La Primavera de Botticelli.
Nos encontramos en pleno Quattrocento, la pintura del siglo XV italiano tiene como precedente inmediato el naturalismo de Giotto en el llamado Trecento. Con la revalorización del ser humano y el mecenazgo (de los Médicis en Florencia) se desarrollan la capacidad creativa, y la figura del pintor como intelectual, no como artesano. El retablo desaparece, y el cuadro es un mundo en si mismo, sin conexión con el ámbito exterior, esto es, la obra pictórica se independiza de la arquitectura. Sin dejar de tener presencia constante el tema religioso también se tratan temas profanos (mitología). El paisaje se presenta como telón de fondo de la obra, sin conexión con las figuras.

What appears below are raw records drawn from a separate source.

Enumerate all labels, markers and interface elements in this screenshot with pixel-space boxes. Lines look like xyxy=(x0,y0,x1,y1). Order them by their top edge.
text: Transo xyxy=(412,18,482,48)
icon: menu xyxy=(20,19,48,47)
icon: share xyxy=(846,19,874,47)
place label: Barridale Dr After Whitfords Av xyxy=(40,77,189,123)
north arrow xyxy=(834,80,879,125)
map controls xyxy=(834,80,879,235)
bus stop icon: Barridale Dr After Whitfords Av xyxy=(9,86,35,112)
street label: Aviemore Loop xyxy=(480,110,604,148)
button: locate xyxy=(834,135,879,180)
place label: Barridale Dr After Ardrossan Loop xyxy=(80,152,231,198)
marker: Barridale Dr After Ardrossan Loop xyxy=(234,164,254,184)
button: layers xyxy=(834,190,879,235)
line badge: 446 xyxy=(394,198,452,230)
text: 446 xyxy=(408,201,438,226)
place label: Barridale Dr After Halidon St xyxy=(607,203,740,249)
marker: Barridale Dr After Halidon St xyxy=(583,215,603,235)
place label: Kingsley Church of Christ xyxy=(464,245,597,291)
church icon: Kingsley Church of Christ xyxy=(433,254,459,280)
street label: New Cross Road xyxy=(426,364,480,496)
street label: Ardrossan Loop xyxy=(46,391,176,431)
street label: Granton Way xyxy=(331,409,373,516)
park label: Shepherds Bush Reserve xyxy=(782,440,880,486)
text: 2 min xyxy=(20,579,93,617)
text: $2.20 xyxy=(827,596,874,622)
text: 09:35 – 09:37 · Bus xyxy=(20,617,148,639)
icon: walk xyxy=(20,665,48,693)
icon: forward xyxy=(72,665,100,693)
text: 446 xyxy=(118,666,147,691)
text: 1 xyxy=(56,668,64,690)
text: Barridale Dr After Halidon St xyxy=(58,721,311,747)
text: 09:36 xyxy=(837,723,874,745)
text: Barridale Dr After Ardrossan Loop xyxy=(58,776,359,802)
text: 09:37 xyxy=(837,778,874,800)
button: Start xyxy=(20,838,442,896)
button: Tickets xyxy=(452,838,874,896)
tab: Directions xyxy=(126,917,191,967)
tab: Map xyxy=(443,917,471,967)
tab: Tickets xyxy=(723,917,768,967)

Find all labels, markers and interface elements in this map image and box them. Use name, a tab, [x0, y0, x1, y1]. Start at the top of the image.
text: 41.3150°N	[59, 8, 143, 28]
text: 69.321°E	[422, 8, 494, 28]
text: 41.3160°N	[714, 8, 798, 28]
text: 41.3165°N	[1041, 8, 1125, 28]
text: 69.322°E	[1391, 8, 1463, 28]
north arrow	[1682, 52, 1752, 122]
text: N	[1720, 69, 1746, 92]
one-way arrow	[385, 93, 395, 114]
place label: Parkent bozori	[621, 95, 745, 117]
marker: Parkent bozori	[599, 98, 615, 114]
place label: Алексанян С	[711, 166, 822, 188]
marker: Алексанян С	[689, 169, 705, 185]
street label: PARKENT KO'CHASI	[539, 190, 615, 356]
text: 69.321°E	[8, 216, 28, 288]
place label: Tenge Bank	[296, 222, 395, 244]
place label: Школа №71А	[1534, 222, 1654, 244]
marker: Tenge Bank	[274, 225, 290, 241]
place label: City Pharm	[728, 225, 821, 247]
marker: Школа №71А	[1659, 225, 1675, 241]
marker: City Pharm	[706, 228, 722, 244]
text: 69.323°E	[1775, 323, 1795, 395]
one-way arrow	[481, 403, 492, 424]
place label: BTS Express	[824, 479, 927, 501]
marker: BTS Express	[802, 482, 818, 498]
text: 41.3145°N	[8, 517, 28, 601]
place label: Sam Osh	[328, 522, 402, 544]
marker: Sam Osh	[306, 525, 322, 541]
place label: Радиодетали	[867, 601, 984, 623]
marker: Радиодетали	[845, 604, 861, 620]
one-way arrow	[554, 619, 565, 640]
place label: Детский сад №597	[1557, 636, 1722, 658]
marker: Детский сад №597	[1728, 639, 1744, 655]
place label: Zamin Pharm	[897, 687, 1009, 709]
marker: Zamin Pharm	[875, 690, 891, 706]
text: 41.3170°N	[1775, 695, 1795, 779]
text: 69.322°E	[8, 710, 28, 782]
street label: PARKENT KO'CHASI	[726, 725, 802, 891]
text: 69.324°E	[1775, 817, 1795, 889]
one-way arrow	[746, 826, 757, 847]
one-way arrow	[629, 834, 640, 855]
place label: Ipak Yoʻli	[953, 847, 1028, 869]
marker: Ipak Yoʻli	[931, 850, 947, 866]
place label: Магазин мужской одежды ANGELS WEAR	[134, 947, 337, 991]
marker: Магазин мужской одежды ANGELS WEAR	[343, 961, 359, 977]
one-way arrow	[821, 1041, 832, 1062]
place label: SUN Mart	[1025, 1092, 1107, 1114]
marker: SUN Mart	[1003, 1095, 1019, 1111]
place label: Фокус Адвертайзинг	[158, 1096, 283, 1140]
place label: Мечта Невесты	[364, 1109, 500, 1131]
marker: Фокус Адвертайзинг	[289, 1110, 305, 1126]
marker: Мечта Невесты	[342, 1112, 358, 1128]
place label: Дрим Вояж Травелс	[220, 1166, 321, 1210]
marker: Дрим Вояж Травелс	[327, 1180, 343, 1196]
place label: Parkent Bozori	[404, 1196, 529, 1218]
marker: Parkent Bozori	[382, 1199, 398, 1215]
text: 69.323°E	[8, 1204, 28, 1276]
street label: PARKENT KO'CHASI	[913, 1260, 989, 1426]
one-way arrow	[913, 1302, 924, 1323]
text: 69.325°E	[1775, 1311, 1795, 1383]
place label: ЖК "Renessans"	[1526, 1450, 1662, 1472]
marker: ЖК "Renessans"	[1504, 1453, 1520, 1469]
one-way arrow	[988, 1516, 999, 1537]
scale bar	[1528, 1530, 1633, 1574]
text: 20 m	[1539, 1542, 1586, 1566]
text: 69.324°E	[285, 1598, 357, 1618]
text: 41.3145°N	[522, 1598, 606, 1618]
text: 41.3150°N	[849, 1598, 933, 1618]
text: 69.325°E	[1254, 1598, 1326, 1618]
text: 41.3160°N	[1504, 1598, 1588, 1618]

Unas figuras llenas de naturalismo, belleza e idealización con exaltación del desnudo y mucho volumen en las formas.

Centro de la Primevera, vemos como el paisaje enmarca a las figuras.
Un paisaje cultivado con pasión y detallismo minucioso (muy flamenco), que sirve para dar profundidad y encuadrar las figuras. La pintura cobra un gran sentido espacial, con composiciones complejas marcadas por la profundidad. La luz se maneja con creciente perfección, en general sirve para resaltar los planos, en contraste con las formas planas, el pintor está obsesionado por la captación de la profundidad, según P. Ucellola perspectiva es manifestación de la Belleza”. El dibujo es un elemento capital que a veces traduce el talante del pintor: sereno como Fra Angélico, o nervioso como Botticelli. La pintura del Quattrocento es el imperio de la línea sobre el color, por ello nos encontramos con contornos nítidos y la apariencia plana de formas (dos dimensiones).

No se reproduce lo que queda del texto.